Bekering van hart en handen
De Bijbel is glashelder over bekering. Bekering omvat altijd twee dingen: verandering van het hart en het doen van concrete daden van gerechtigheid. Daarom gaat bekering altijd gepaard met boete en omkeer, want mensen zijn kinderen van Adam. Het doorgaand getuigenis van Wet en Profeten laat voorts zien dat ook boete en berouw niet vanzelf gaan. Meer en meer wordt duidelijk dat bekering een werk van God is, dat aan de mens geschiedt, in de mens doorwerkt en zichtbaar wordt in een veranderd leven.
In de hoofdstukken 3 en 4 laat Dekker zien hoe Calvijn en de gereformeerde traditie, met name in de belijdenisgeschriften, het Bijbelse spreken over de bekering verwoorden in hun geloofscontext. Beide aspecten – verandering van het hart en ombuiging van de wil, tot uiting komend in concrete daden – blijven bij Calvijn en in de Heidelberger in een mooi evenwicht. Maar in de na-reformatietijd staat dat evenwicht steeds meer onder druk. De toenemende aandacht in de voortgaande reformatie voor de onzichtbare kant van bekering – de verandering van het hart, de heilsnoodzakelijkheid van de wedergeboorte en de bevindelijke vragen van de geloofszekerheid – drukt steeds meer de zichtbare kant van de bekering, in de invulling van de concrete levensverandering, naar de achtergrond. Meer en meer gaat de aandacht uit naar de psychologische aspecten van de bekering, oftewel de syllogismus mysticus (hoofdstuk 3).

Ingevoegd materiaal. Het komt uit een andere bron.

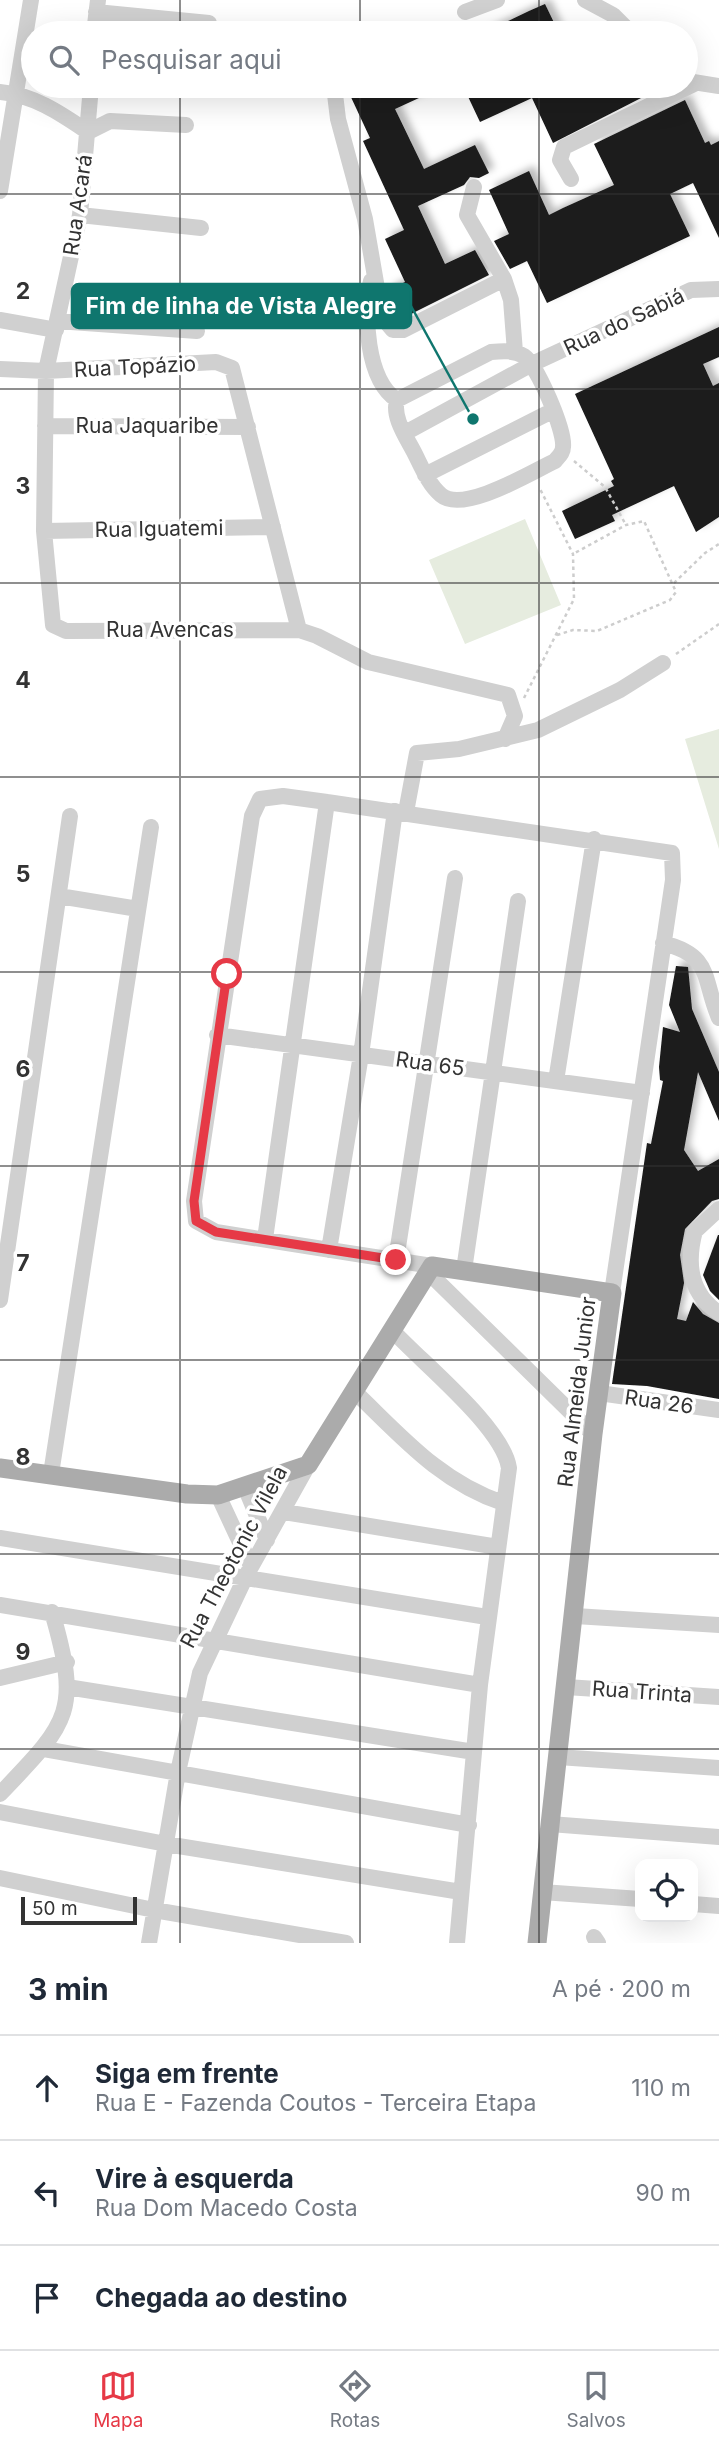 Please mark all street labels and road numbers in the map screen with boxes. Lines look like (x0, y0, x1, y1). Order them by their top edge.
street label: Rua Acará (58, 153, 97, 257)
street label: Rua do Sabiá (560, 283, 688, 360)
street label: Rua Topázio (73, 351, 197, 382)
street label: Rua Jaquaribe (76, 413, 218, 438)
street label: Rua Iguatemi (94, 515, 224, 542)
street label: Rua Avencas (106, 617, 234, 642)
street label: Rua 65 (394, 1046, 466, 1081)
street label: Rua Almeida Junior (552, 1295, 601, 1489)
street label: Rua 26 (623, 1384, 695, 1419)
street label: Rua Theotonic Vilela (175, 1461, 292, 1652)
street label: Rua Trinta (591, 1676, 693, 1707) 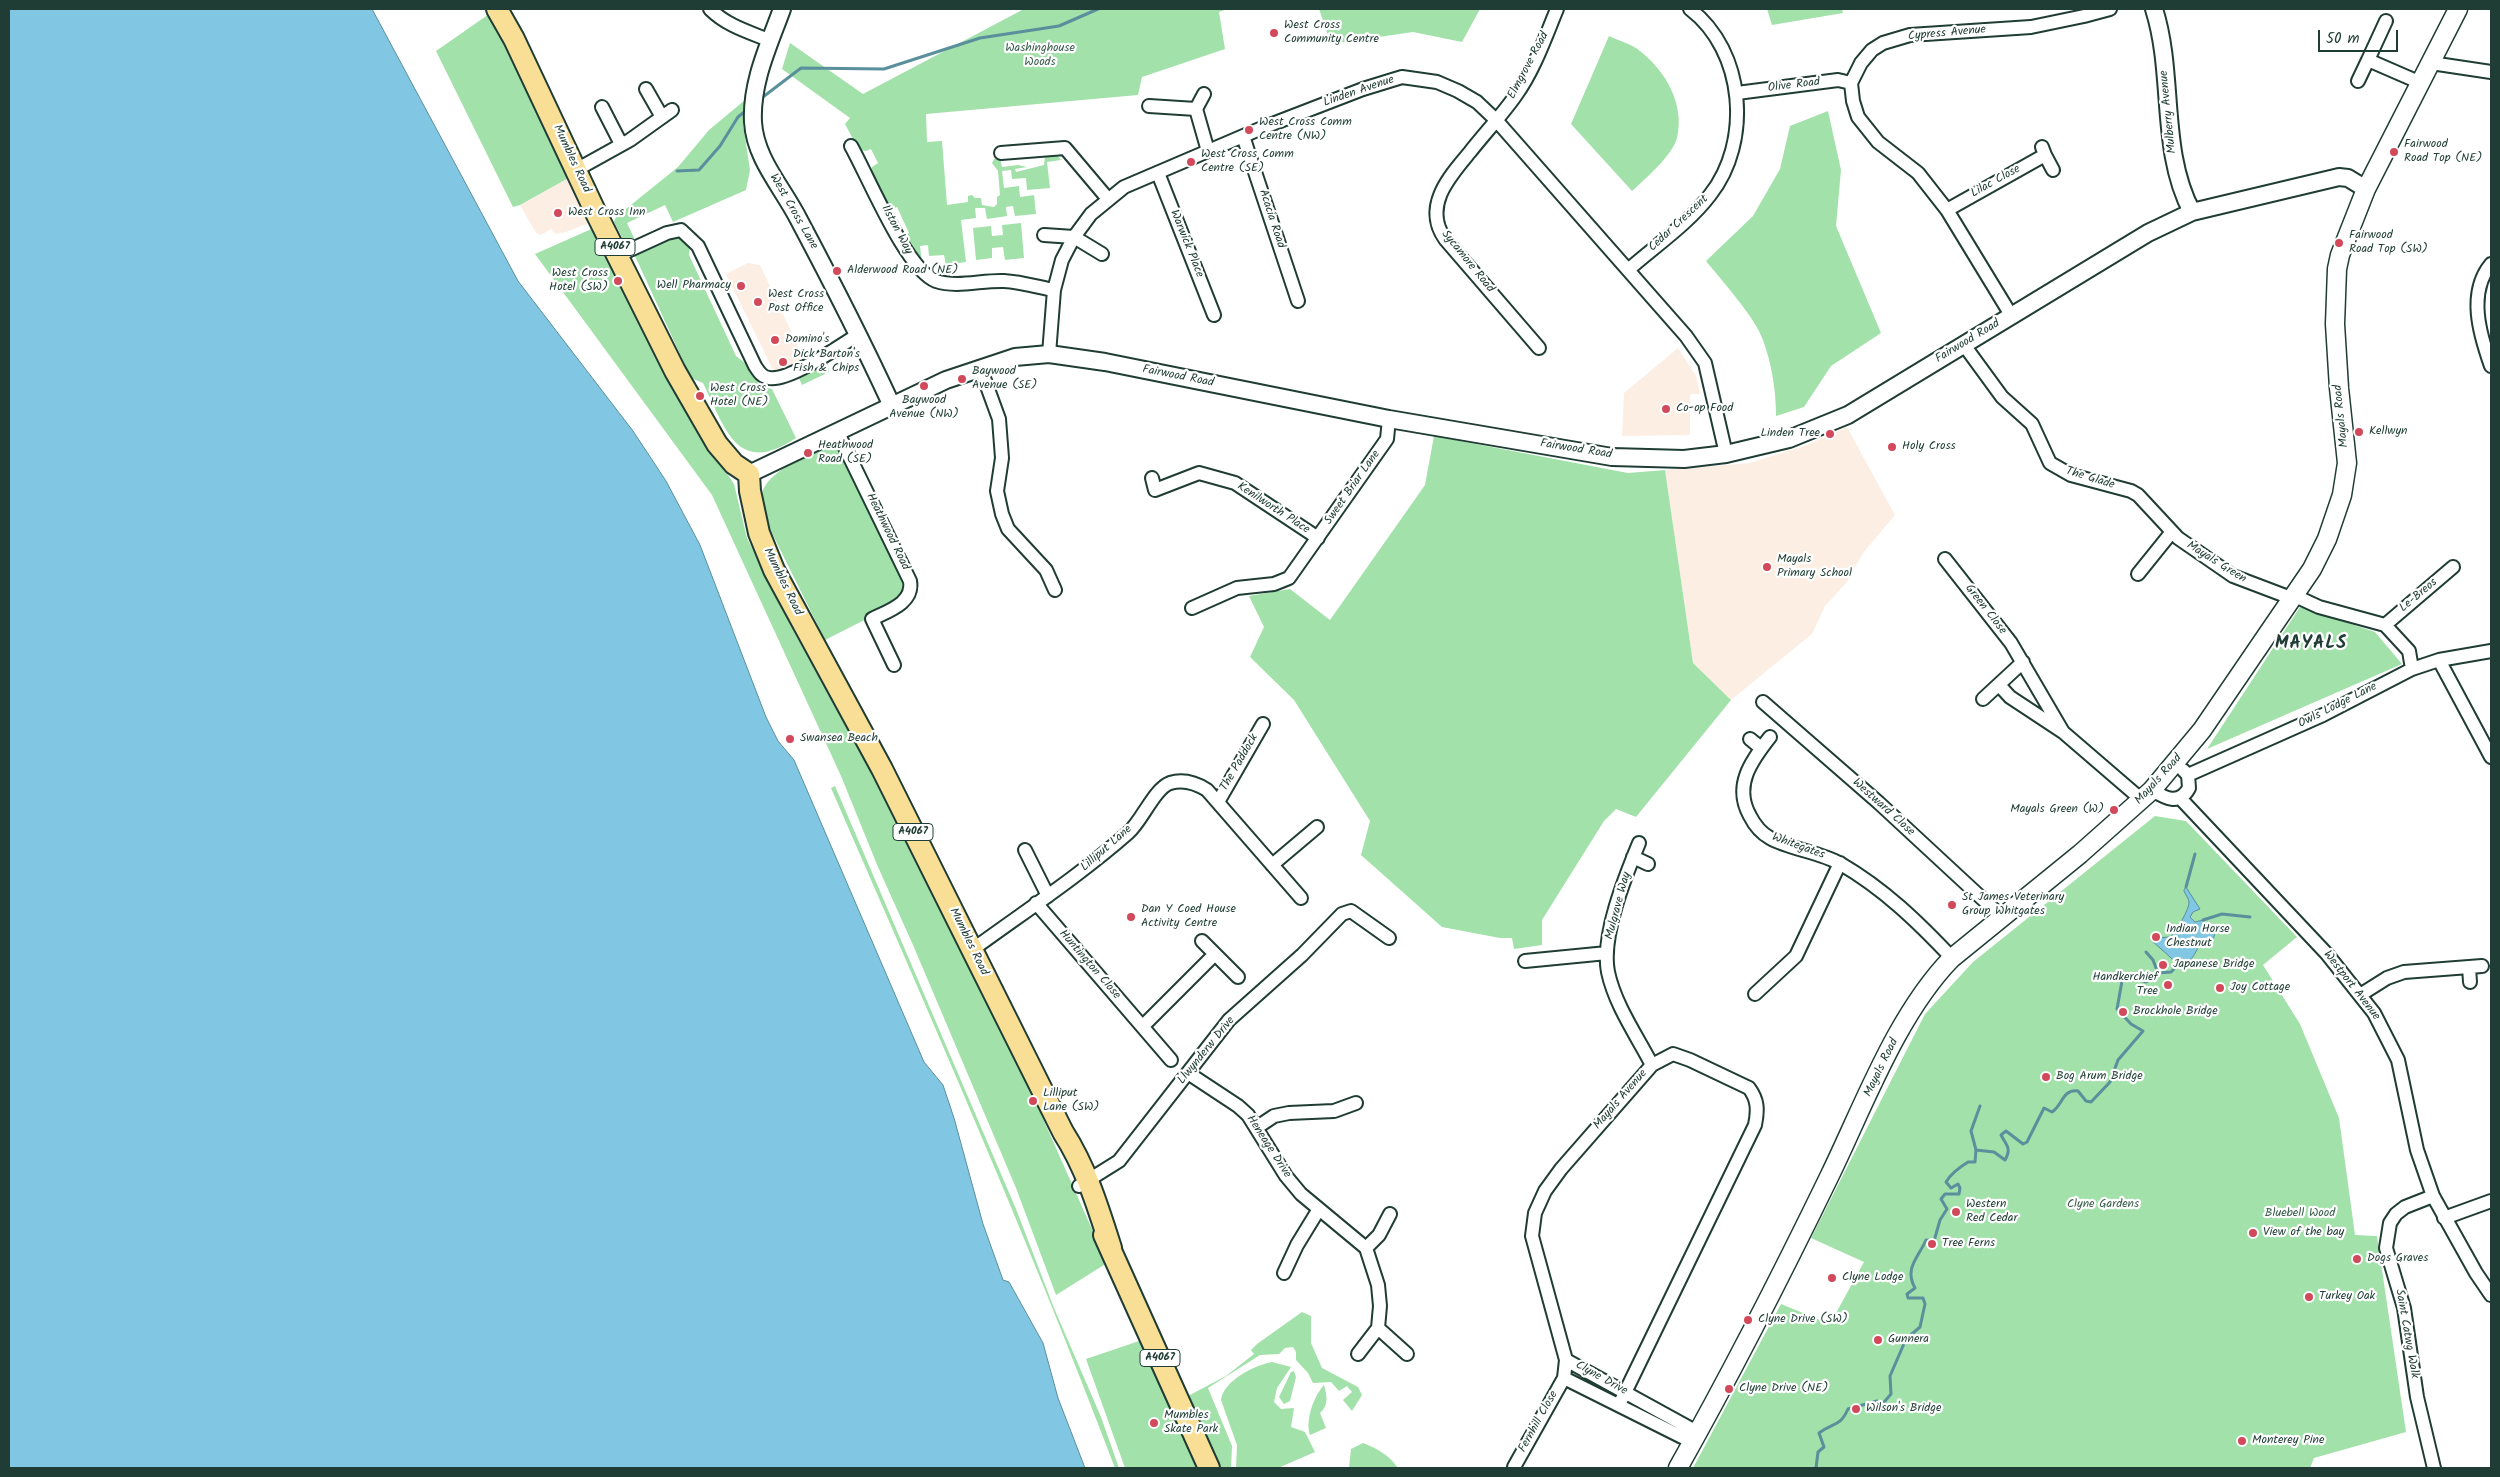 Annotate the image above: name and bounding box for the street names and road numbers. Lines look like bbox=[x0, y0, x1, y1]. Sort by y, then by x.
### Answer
street label: Cypress Avenue bbox=[1907, 23, 1987, 45]
street label: Elmgrove Road bbox=[1505, 30, 1553, 102]
street label: Mulberry Avenue bbox=[2157, 70, 2181, 154]
street label: Linden Avenue bbox=[1322, 73, 1396, 111]
street label: Olive Road bbox=[1767, 76, 1821, 96]
street label: Mumbles Road bbox=[549, 123, 593, 195]
street label: Lilac Close bbox=[1969, 163, 2023, 201]
street label: West Cross Lane bbox=[766, 172, 820, 252]
street label: Acacia Road bbox=[1255, 188, 1287, 250]
street label: Cedar Crescent bbox=[1646, 193, 1712, 255]
street label: Ilston Way bbox=[877, 203, 915, 257]
street label: Warwick Place bbox=[1166, 208, 1206, 280]
street label: Sycamore Road bbox=[1437, 228, 1497, 296]
road number: A4067 bbox=[595, 238, 635, 256]
street label: Fairwood Road bbox=[1933, 317, 2003, 367]
street label: Fairwood Road bbox=[1141, 363, 1215, 391]
street label: Mayals Road bbox=[2332, 384, 2352, 448]
street label: Fairwood Road bbox=[1539, 437, 1613, 463]
street label: Sweet Briar Lane bbox=[1322, 448, 1384, 528]
street label: The Glade bbox=[2064, 465, 2116, 493]
street label: Kenilworth Place bbox=[1234, 480, 1312, 538]
street label: Heathwood Road bbox=[862, 491, 912, 573]
street label: Mayals Green bbox=[2183, 539, 2249, 587]
street label: Mumbles Road bbox=[759, 546, 805, 618]
street label: Le-Breos bbox=[2397, 576, 2441, 616]
street label: Green Close bbox=[1961, 582, 2009, 638]
street label: Owls Lodge Lane bbox=[2296, 680, 2380, 732]
street label: The Paddock bbox=[1218, 732, 1262, 794]
street label: Mayals Road bbox=[2132, 752, 2186, 808]
street label: Westward Close bbox=[1849, 776, 1917, 840]
street label: Lilliput Lane bbox=[1078, 823, 1136, 875]
road number: A4067 bbox=[893, 824, 933, 840]
street label: Whitegates bbox=[1770, 831, 1826, 863]
street label: Mulgrave Way bbox=[1603, 871, 1635, 941]
street label: Mumbles Road bbox=[945, 906, 991, 978]
street label: Huntington Close bbox=[1055, 927, 1123, 1003]
street label: Westport Avenue bbox=[2319, 948, 2383, 1024]
street label: Llwynderw Drive bbox=[1175, 1014, 1239, 1088]
street label: Mayals Road bbox=[1862, 1036, 1902, 1100]
street label: Mayals Avenue bbox=[1591, 1067, 1651, 1133]
street label: Heneage Drive bbox=[1242, 1113, 1294, 1181]
street label: Saint Catwg Walk bbox=[2391, 1288, 2421, 1380]
road number: A4067 bbox=[1140, 1350, 1180, 1366]
street label: Clyne Drive bbox=[1572, 1359, 1630, 1399]
street label: Fernhill Close bbox=[1516, 1389, 1562, 1455]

Dekker voert in zijn weergave van de gereformeerde traditie steeds tegelijk een congeniaal-kritisch gesprek met de huidige kerkelijke praktijk, en met name over de prediking. Dat maakt de lezing van deze hoofdstukken boeiend. Is de hartstochtelijke overtuiging in onze traditie dat er ‘wat met een mens moet gebeuren’, nog de onze? Zo nee – wat zegt dat over ons beeld van God, van de mens en van het heil in Christus? Zo ja, komen dan beide aspecten voluit tot recht: verandering van het hart, en zichtbare omkeer in concrete daden, die er anno-nu toe doen? In de hoofdstukken 6 en 7 komt dat ‘anno-nu’ aan de orde onder de kritische en veelbelovende titels: Bekering in het ik-tijdperk, en Bekering en de groene agenda.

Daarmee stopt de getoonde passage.